The literature directed them to two wooden weapons, the Lil-lil, a type of club, and the Wonna or fighting boomerang. Although closely related to the returning boomerang that people are most familiar with, the blade of the wonna is reminiscent of a saber and it was probably used for close combat.

“When it’s used as a fighting club, it’s like a battle ax essentially; it would have been a very fearsome weapon,” said Dr. Westaway, explaining why he believes the murder weapon was a fighting boomerang. “The blow to the front of the face was a rapid shock kind of blow.”

The thinking goes that during his final moments, Kaakutja was first struck on the right side of the face with the fighting boomerang, which probably would have taken out his eye and drawn a lot of blood. Then a second blow probably came to his ribs, breaking several of them and causing him to collapse. Kaakutja, now on all fours, was potentially struck a third time across the top of his arm, which hacked off part of the bone.

The researchers are not sure which strike was the death blow, but because they didn’t find any defensive wounds on his lower arms, they think the whole struggle was a surprise attack.

“This is the first time we’ve found evidence of someone possibly killed by a fighting boomerang,” Dr. Westaway said. “These hardwood weapons leave similar trauma patterns to steel weapons; that was unexpected.”

They published their analysis of the death of Kaakutja in the October issue of the journal Antiquity (https://www.cambridge.org/core/journals/antiquity/article/the-death-of-kaakutja-a-case-of-peri-mortem-weapon-trauma-in-an-aboriginal-man-from-north-western-new-south-wales-australia/3E957293B27AB3CD1A30FA7F3DB2BC80).

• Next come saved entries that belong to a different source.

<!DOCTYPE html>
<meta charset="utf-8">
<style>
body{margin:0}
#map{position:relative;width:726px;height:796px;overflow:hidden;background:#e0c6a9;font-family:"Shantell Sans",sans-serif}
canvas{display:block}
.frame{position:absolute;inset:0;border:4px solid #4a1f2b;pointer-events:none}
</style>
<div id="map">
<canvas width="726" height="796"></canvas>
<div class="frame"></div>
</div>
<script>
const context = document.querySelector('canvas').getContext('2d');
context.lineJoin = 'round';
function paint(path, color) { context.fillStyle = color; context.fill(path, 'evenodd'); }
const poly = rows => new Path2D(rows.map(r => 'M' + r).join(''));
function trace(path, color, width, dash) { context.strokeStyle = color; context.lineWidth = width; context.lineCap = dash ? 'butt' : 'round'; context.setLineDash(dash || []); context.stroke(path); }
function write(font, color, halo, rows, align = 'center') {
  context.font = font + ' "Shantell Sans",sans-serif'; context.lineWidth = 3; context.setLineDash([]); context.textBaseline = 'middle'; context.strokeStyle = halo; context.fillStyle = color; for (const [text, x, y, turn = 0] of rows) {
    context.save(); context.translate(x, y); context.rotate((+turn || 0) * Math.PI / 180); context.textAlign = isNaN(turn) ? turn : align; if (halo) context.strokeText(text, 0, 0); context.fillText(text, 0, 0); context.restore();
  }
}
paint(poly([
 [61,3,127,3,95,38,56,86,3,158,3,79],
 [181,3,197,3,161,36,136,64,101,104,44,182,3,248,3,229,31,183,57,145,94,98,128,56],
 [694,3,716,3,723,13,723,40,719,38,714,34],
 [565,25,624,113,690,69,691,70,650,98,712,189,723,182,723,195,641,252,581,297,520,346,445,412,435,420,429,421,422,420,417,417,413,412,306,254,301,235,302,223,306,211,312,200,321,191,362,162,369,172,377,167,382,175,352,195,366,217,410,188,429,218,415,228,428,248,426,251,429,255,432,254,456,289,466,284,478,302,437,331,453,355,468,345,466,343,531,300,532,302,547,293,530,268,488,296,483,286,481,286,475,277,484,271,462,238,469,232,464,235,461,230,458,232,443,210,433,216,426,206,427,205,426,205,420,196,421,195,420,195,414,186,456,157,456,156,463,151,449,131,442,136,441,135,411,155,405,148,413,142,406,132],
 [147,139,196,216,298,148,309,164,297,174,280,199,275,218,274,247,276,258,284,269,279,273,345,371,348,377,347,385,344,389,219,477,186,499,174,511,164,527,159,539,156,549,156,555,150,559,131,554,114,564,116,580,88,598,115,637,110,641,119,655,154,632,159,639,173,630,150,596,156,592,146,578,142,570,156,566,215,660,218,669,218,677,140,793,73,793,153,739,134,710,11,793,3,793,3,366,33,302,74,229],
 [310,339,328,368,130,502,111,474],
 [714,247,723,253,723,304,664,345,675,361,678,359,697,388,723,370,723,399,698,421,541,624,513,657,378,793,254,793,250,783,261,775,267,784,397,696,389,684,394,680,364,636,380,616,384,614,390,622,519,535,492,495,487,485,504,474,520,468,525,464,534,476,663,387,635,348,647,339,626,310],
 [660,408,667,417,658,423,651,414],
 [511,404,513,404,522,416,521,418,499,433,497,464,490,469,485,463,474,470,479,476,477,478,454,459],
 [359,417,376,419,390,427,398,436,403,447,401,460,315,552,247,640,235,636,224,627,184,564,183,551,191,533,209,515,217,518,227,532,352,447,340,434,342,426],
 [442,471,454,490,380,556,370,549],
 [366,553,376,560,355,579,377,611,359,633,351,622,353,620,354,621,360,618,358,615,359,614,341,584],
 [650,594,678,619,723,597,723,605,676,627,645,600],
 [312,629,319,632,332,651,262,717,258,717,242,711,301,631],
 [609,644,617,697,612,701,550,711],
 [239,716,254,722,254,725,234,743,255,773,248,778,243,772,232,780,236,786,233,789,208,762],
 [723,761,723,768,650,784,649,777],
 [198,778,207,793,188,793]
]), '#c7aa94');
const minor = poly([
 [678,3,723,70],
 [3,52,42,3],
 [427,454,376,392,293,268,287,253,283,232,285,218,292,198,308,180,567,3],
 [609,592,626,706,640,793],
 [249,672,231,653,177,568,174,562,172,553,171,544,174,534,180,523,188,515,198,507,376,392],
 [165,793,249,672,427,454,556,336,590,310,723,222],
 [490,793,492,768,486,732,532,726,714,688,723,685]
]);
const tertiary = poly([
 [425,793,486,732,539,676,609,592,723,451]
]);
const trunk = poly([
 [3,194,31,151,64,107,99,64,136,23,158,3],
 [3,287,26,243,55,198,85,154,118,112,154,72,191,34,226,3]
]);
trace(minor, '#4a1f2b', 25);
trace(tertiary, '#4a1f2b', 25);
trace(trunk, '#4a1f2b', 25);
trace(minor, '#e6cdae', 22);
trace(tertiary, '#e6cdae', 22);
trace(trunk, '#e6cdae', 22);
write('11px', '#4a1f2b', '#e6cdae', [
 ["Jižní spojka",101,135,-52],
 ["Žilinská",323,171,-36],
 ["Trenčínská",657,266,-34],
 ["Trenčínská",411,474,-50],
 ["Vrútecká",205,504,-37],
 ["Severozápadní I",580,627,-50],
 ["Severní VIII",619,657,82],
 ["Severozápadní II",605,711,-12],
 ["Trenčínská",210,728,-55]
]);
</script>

Claire Smith, an archaeologist from Flinders University in Australia who was not involved in the study, agreed that the evidence supports the idea that Kaakutja was killed by a sharp-edged weapon, either a Lil-lil or a fighting boomerang.

“This research is important because it increases our ability to identify the types of wounds caused by the fighting tools of Aboriginal people in the past,” she said in an email.

After Dr. Westaway and his team gathered the data they needed to solve the murder mystery, they returned the remains to Mr. Bates and the Baakantji community. At the burial, Mr. Bates placed the bones on top of a kangaroo skin, covered them in dirt and leaves and performed a traditional smoking ceremony, so that together, some 700 years after Kaakutja died, they could lay him back to rest.

“We say his spirit made his remains come back,” Mr. Bates said. “We claimed him like a brother, and we kept our promise.”

SevenStar
11-01-2016, 08:04 AM
All cultures have some form of folk wrestling. Coreeda was an aborigine wrestling art.